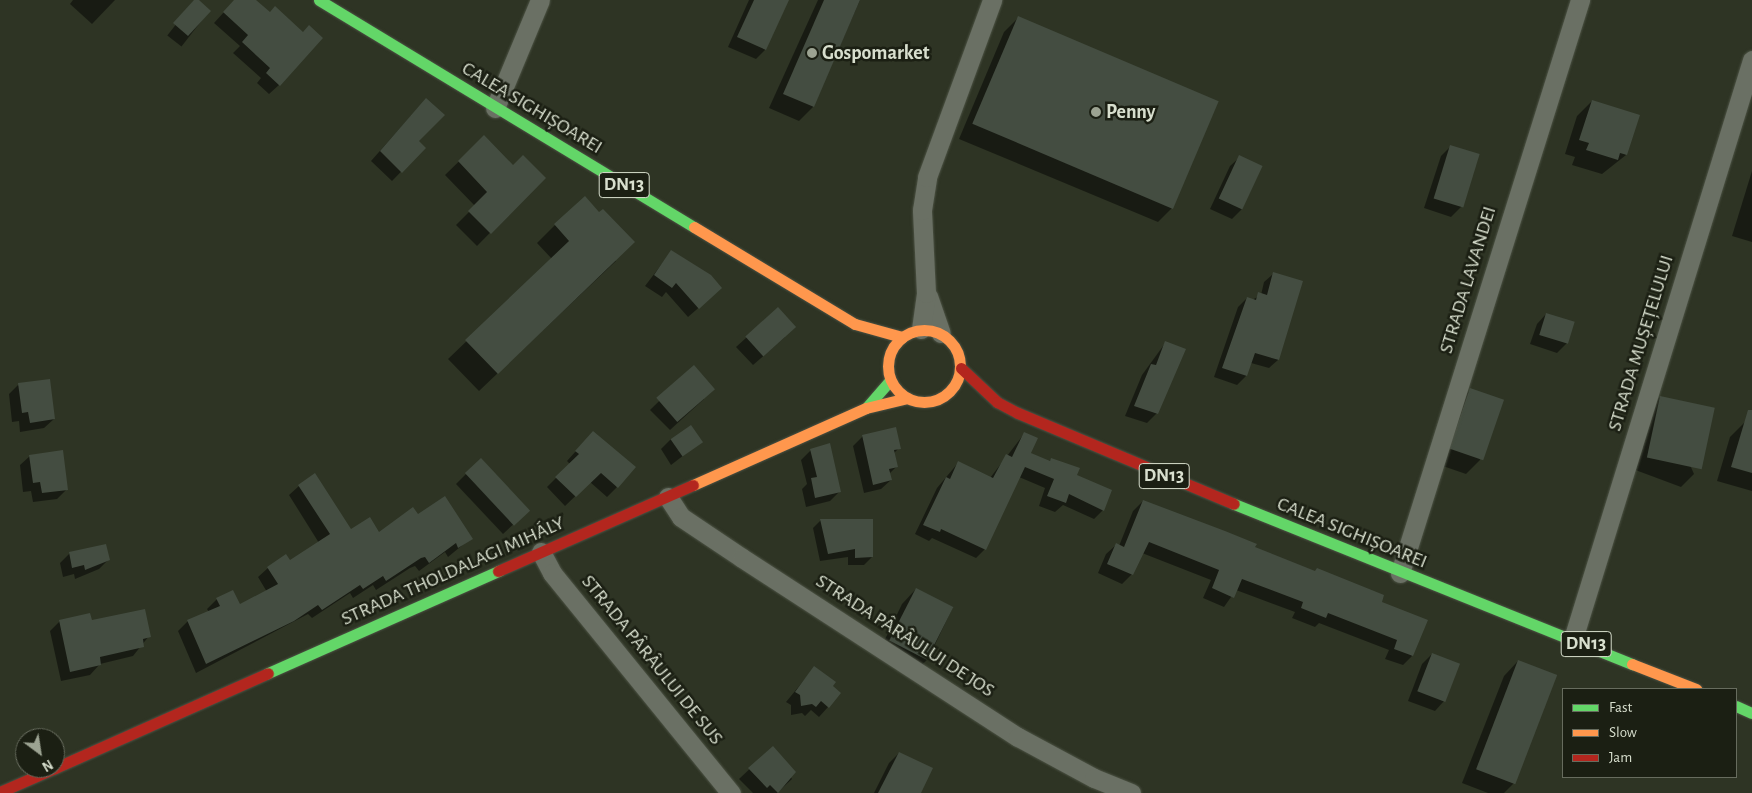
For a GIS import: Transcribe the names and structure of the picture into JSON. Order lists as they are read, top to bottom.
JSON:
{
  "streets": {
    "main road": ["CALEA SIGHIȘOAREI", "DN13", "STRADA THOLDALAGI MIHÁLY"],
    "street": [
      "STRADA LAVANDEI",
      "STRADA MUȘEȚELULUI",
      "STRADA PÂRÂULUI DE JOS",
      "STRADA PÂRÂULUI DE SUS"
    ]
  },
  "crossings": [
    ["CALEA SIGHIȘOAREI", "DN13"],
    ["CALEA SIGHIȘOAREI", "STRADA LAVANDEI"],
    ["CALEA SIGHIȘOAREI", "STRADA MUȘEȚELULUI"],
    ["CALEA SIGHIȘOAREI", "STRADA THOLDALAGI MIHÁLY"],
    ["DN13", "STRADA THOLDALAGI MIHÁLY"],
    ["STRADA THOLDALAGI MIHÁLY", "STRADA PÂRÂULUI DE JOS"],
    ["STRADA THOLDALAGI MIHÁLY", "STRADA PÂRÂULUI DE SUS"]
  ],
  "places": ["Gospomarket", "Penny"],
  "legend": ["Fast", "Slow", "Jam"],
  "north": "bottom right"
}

## What to produce
Please find the lines in the data that contain the word "bottom" and copy them.

## Response to this exercise
For a GIS import: Transcribe the names and structure of the picture into JSON. Order lists as they are read, top to bottom.
  "north": "bottom right"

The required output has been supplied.